▶ **What you have to do**
Give back all the records below, unaltered.

....

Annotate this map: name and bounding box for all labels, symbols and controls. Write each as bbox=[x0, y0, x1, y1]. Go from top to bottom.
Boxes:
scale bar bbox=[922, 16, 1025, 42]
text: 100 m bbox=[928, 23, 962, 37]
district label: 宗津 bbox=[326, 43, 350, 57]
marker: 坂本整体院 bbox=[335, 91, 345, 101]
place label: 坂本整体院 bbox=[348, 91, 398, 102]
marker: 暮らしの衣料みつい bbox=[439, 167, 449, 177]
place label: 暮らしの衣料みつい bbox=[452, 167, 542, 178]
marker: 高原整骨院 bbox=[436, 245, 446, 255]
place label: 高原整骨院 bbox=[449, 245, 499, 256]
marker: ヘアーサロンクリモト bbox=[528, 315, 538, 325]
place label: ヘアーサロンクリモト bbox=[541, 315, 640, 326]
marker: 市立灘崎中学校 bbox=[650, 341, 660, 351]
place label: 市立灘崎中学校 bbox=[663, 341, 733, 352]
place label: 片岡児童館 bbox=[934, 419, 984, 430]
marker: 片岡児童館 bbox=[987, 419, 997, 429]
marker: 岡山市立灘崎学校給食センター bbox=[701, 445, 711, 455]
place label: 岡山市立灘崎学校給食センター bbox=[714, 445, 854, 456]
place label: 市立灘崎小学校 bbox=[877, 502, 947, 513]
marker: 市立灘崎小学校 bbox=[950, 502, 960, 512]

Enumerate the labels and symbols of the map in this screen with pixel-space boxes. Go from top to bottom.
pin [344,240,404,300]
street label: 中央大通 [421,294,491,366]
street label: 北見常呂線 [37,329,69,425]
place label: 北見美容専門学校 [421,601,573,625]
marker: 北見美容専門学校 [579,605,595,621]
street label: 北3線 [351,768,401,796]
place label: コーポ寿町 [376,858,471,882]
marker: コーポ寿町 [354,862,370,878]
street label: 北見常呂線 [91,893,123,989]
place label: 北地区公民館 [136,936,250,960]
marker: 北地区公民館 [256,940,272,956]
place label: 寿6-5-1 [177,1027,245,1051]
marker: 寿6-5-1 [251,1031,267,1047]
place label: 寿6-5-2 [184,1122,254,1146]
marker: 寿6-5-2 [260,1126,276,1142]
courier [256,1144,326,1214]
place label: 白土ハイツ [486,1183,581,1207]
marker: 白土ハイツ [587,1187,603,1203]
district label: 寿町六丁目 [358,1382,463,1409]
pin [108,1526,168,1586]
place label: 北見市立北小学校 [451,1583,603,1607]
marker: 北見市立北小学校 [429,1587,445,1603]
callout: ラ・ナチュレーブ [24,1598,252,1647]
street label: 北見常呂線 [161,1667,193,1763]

....

▶ **Response to the task**
Annotate this map: name and bounding box for all labels, symbols and controls. Write each as bbox=[x0, y0, x1, y1]. Go from top to bottom.
Boxes:
scale bar bbox=[922, 16, 1025, 42]
text: 100 m bbox=[928, 23, 962, 37]
district label: 宗津 bbox=[326, 43, 350, 57]
marker: 坂本整体院 bbox=[335, 91, 345, 101]
place label: 坂本整体院 bbox=[348, 91, 398, 102]
marker: 暮らしの衣料みつい bbox=[439, 167, 449, 177]
place label: 暮らしの衣料みつい bbox=[452, 167, 542, 178]
marker: 高原整骨院 bbox=[436, 245, 446, 255]
place label: 高原整骨院 bbox=[449, 245, 499, 256]
marker: ヘアーサロンクリモト bbox=[528, 315, 538, 325]
place label: ヘアーサロンクリモト bbox=[541, 315, 640, 326]
marker: 市立灘崎中学校 bbox=[650, 341, 660, 351]
place label: 市立灘崎中学校 bbox=[663, 341, 733, 352]
place label: 片岡児童館 bbox=[934, 419, 984, 430]
marker: 片岡児童館 bbox=[987, 419, 997, 429]
marker: 岡山市立灘崎学校給食センター bbox=[701, 445, 711, 455]
place label: 岡山市立灘崎学校給食センター bbox=[714, 445, 854, 456]
place label: 市立灘崎小学校 bbox=[877, 502, 947, 513]
marker: 市立灘崎小学校 bbox=[950, 502, 960, 512]

Enumerate the labels and symbols of the map in this screen with pixel-space boxes. Go from top to bottom.
pin [344,240,404,300]
street label: 中央大通 [421,294,491,366]
street label: 北見常呂線 [37,329,69,425]
place label: 北見美容専門学校 [421,601,573,625]
marker: 北見美容専門学校 [579,605,595,621]
street label: 北3線 [351,768,401,796]
place label: コーポ寿町 [376,858,471,882]
marker: コーポ寿町 [354,862,370,878]
street label: 北見常呂線 [91,893,123,989]
place label: 北地区公民館 [136,936,250,960]
marker: 北地区公民館 [256,940,272,956]
place label: 寿6-5-1 [177,1027,245,1051]
marker: 寿6-5-1 [251,1031,267,1047]
place label: 寿6-5-2 [184,1122,254,1146]
marker: 寿6-5-2 [260,1126,276,1142]
courier [256,1144,326,1214]
place label: 白土ハイツ [486,1183,581,1207]
marker: 白土ハイツ [587,1187,603,1203]
district label: 寿町六丁目 [358,1382,463,1409]
pin [108,1526,168,1586]
place label: 北見市立北小学校 [451,1583,603,1607]
marker: 北見市立北小学校 [429,1587,445,1603]
callout: ラ・ナチュレーブ [24,1598,252,1647]
street label: 北見常呂線 [161,1667,193,1763]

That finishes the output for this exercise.